[Opening EXERCISE DATA section]
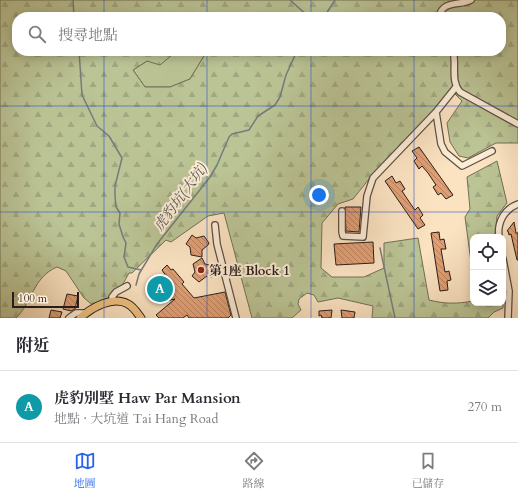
<!DOCTYPE html>
<html lang="zh-TW">
<meta charset="utf-8">
<style>
:root{--surface:#fff;--page:#f2f2f3;--text:#2b2b33;--muted:#7c7c81;--line:#e1e1e2;--accent:#2563eb}
body{margin:0;font-family:Cardo,"Noto Serif TC",serif;background:var(--page);color:var(--text)}
.controls{position:absolute;right:12px;bottom:12px;display:grid;overflow:hidden;border-radius:8px;box-shadow:0 2px 10px #0003}
.controls button{width:36px;height:36px;display:grid;place-items:center;padding:0;border:0;border-bottom:1px solid var(--line);background:var(--surface);color:var(--text);font:20px sans-serif}
.scale{position:absolute;left:12px;bottom:10px;width:67px;box-sizing:border-box;padding-left:4px;border:2px solid #2a1d19;border-top:0;font-size:11px;line-height:14px;white-space:nowrap;color:#2a1d19;-webkit-text-stroke:3px #fcedd7;paint-order:stroke}
.you{position:absolute;left:319px;top:195px;width:14px;height:14px;margin:-10px;border:3px solid #fff;border-radius:50%;background:#1a73e8;box-shadow:0 0 0 6px #1a73e833}
.badge{display:grid;place-items:center;width:26px;height:26px;border-radius:50%;background:var(--accent);color:#fff;font-size:13px;font-weight:700}
.pin{position:absolute;translate:-50% -50%;border:2px solid #fff;box-shadow:0 1px 4px #0006}
.list{margin:0;padding:0;list-style:none}
h2{display:flex;justify-content:space-between;align-items:center;height:52px;margin:0;padding:0 16px;font-size:17px}
h2 small{font-size:13px;font-weight:400;color:var(--muted)}
.list li{display:grid;grid-template-columns:26px 1fr auto;gap:12px;align-items:center;box-sizing:border-box;height:72px;padding:0 16px;border-top:1px solid var(--line)}
.list b{display:block;font-size:15px;white-space:nowrap}
.list p{margin:0;font-size:13px;white-space:nowrap;color:var(--muted)}
.list em{font-size:13px;font-style:normal;color:var(--muted)}
.icon{flex:none;width:22px;height:22px;fill:none;stroke:currentColor;stroke-width:2;stroke-linecap:round;stroke-linejoin:round}
.map{position:relative;flex:none;width:518px;height:318px;overflow:hidden}
.search{position:absolute;background:var(--surface);box-shadow:0 2px 10px #0003;left:12px;right:12px;top:12px;height:44px;display:flex;align-items:center;gap:10px;box-sizing:border-box;padding:0 14px;border-radius:16px;color:var(--muted);font-size:15px}
.sheet{height:124px;background:var(--surface)}
nav{display:flex;justify-content:space-around;align-items:center;box-sizing:border-box;height:56px;border-top:1px solid var(--line);background:var(--surface);font-size:11px;color:var(--muted)}
nav a{display:grid;justify-items:center;gap:2px}
nav .on{color:var(--accent)}
.map>svg:first-child{display:block}
</style>
<div class="map">
<svg width="518" height="318" viewBox="0 0 518 318">
<defs>
<pattern id="forest-firs" width="22" height="20" patternUnits="userSpaceOnUse"><rect width="22" height="20" fill="#bbc495"/><path d="M5 1l3.5 6h-7zM16 11l3.5 6h-7z" fill="#a1a880"/></pattern>
<pattern id="building-back-hatch" width="6" height="6" patternUnits="userSpaceOnUse"><rect width="6" height="6" fill="#e29f74"/><path d="M-1 5l2 2M0 0l6 6M5-1l2 2" fill="none" stroke="#b7815e"/></pattern>
</defs>
<rect width="100%" height="100%" fill="#fbe3c2"/>
<filter id="stains"><feTurbulence type="fractalNoise" baseFrequency=".005" numOctaves="4"/><feColorMatrix values="0 0 0 0 .2 0 0 0 0 .09 0 0 0 0 .02 0 0 0 .5 -.17"/></filter>
<radialGradient id="worn" r=".72"><stop offset=".6" stop-color="#630" stop-opacity="0"/><stop offset="1" stop-color="#630" stop-opacity=".3"/></radialGradient>
<path fill="#bbc495" stroke="#727057" d="M172,51H207L190,79L170,87H145L133,70L147,61L172,55Z"/>
<path fill="url(#forest-firs)" stroke="#727057" fill-rule="evenodd" d="M0,0H518V143H496L468,158L459,156L450,142L447,123L462,101L452,91L373,174L353,199L338,204L322,223L321,268L332,277H364L384,268V243L418,238L429,300C445,304 457,304 473,301V303H503V283V308L494,312L488,318H372L373,306L338,298L318,302L314,295L307,293L299,299L298,304L301,310L292,318H252L224,213L208,216L171,242L166,240L132,273H129C118,293 116,298 95,307L84,298L66,271L57,267C33,277 32,303 16,318H0ZM17,17H501V51H207L190,79L170,87H145L133,70L147,61L160,65L172,55V51H17Z
M497,161L507,203L497,216L495,237H473V277L465,217L470,209L467,177Z"/>
<g fill="none" stroke-linecap="round" stroke-linejoin="round">
<path stroke="#747c7d" stroke-width="1.5" d="M73,0L74,17
M290,0L309,17
M324,17L335,0
M79,51L82,95L97,126L109,136L122,158L115,186V196L116,207L120,213L119,224L123,237L126,243L124,257L128,267L141,270
M380,248L395,318
M136,285L139,274L157,244L210,177L217,165L229,137L232,134L249,130L258,116L275,105L280,97L286,75L297,51"/>
</g>
<path fill="url(#building-back-hatch)" stroke="#2a1d19" d="M419,147L453,195L446,199L441,193L438,195L433,187L436,185L428,173L422,166L419,169L414,161L417,158L412,151Z
M392,176L396,183L400,181L405,189L402,191L410,203L415,210L418,207L423,215L420,218L425,225L418,229L385,181Z
M345,207H361L359,232L346,231Z
M514,222L516,233H518V260H517L511,234L509,235L508,231H507Z
M439,232L440,240L444,239L446,249H441L445,272L449,271L451,280L447,281L448,290L440,291L431,233Z
M192,235L196,238L204,236L209,243L208,245L202,250V257L191,255L190,247L186,244Z
M373,242L374,263L336,265L334,244Z
M202,258L205,264L213,266V275L212,277L207,276L199,282L192,276L195,272L193,264Z
M167,265L171,270L173,269L184,282L182,284L194,298L225,292L231,315L228,318H189L187,315L183,318H159L156,315L175,299L162,302V300L151,291L156,289L153,286L158,281L157,276H166L162,270Z
M67,294L78,296L75,309L71,311L63,309Z
M51,310L62,312L60,318H49Z
M332,310L331,318H322L321,315L319,316V311Z
M341,310L355,312L354,318H342Z"/>
<g fill="none" stroke-linecap="round" stroke-linejoin="round">
<defs>
<path id="minor" d="M439,17C442,0 460,6 471,0
M453,51C457,65 450,80 460,92L518,124
M436,112L441,144L445,152L462,166L492,151
M342,211V232L343,236L363,237L367,196L373,178L436,112L456,87
M215,225L217,244L236,318
M499,237C497,223 504,209 518,204
M503,259L509,291L508,318
M113,301L112,297L116,292L127,286
M69,318L76,313H85"/>
<path id="major" d="M80,318C91,308 113,295 128,304C134,307 137,313 141,318"/>
</defs>
<use href="#minor" stroke="#5e4e43" stroke-width="8"/>
<use href="#major" stroke="#2a1d19" stroke-width="9"/>
<use href="#minor" stroke="#fcedd7" stroke-width="5.5"/>
<use href="#major" stroke="#eec281" stroke-width="7"/>
</g>
<path fill="none" stroke="#1d4ed8" stroke-width="1" stroke-opacity="0.55" d="M104,0V17M207,0V17M311,0V17M414,0V17M104,51V318M207,51V318M311,51V318M414,51V318M0,106H518M0,212H518"/>
<circle fill="#8f2418" stroke="#fcedd7" stroke-width="1.5" cx="201" cy="270" r="4"/>
<g text-anchor="middle" stroke-width="4" stroke-linejoin="round" paint-order="stroke">
<g font-size="13" font-weight="bold" fill="#2a1d19" stroke="#fcedd7" text-anchor="start">
<text x="209" y="275">第1座 Block 1</text>
</g>
<g font-size="14" font-style="italic" fill="#555453" stroke="#fcedd7">
<text transform="translate(180 197) rotate(-54)" y="5">虎豹坑(大坑)</text>
</g>
</g>
<rect width="100%" height="100%" filter="url(#stains)"/>
<rect width="100%" height="100%" fill="url(#worn)"/>
</svg>
<div class="controls">
<button><svg class="icon" aria-label="locate" viewBox="0 0 24 24"><circle cx="12" cy="12" r="6"/><path d="M12 2v4M12 18v4M2 12h4M18 12h4"/></svg></button>
<button><svg class="icon" aria-label="layers" viewBox="0 0 24 24"><path d="M12 4l9 5-9 5-9-5zM3 14l9 5 9-5"/></svg></button>
</div>
<div class="scale">100 m</div>
<div class="you"></div>
<div class="pin badge" style="left:160px;top:289px;background:#0f9aa8">A</div>
<div class="search"><svg class="icon" aria-label="search" viewBox="0 0 24 24"><circle cx="10" cy="10" r="6"/><path d="M15 15l6 6"/></svg>搜尋地點</div>
</div>
<section class="sheet">
<h2>附近<small></small></h2>
<ul class="list">
<li><span class="badge" style="background:#0f9aa8">A</span><div><b>虎豹別墅 Haw Par Mansion</b><p>地點 · 大坑道 Tai Hang Road</p></div><em>270 m</em></li>
</ul>
</section>
<nav>
<a class="on"><svg class="icon" aria-label="map" viewBox="0 0 24 24"><path d="M3 6l6-2 6 2 6-2v14l-6 2-6-2-6 2zM9 4v14M15 6v14"/></svg>地圖</a>
<a><svg class="icon" aria-label="directions" viewBox="0 0 24 24"><path d="M12 3l9 9-9 9-9-9zM9 14v-3h6M13 9l2 2-2 2"/></svg>路線</a>
<a><svg class="icon" aria-label="saved" viewBox="0 0 24 24"><path d="M7 4h10v16l-5-4-5 4z"/></svg>已儲存</a>
</nav>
[Closing EXERCISE DATA section]
TASK TO COMPLETE = Among the lines above, return those that hold the word "worn".

ANSWER SECTION =
<radialGradient id="worn" r=".72"><stop offset=".6" stop-color="#630" stop-opacity="0"/><stop offset="1" stop-color="#630" stop-opacity=".3"/></radialGradient>
<rect width="100%" height="100%" fill="url(#worn)"/>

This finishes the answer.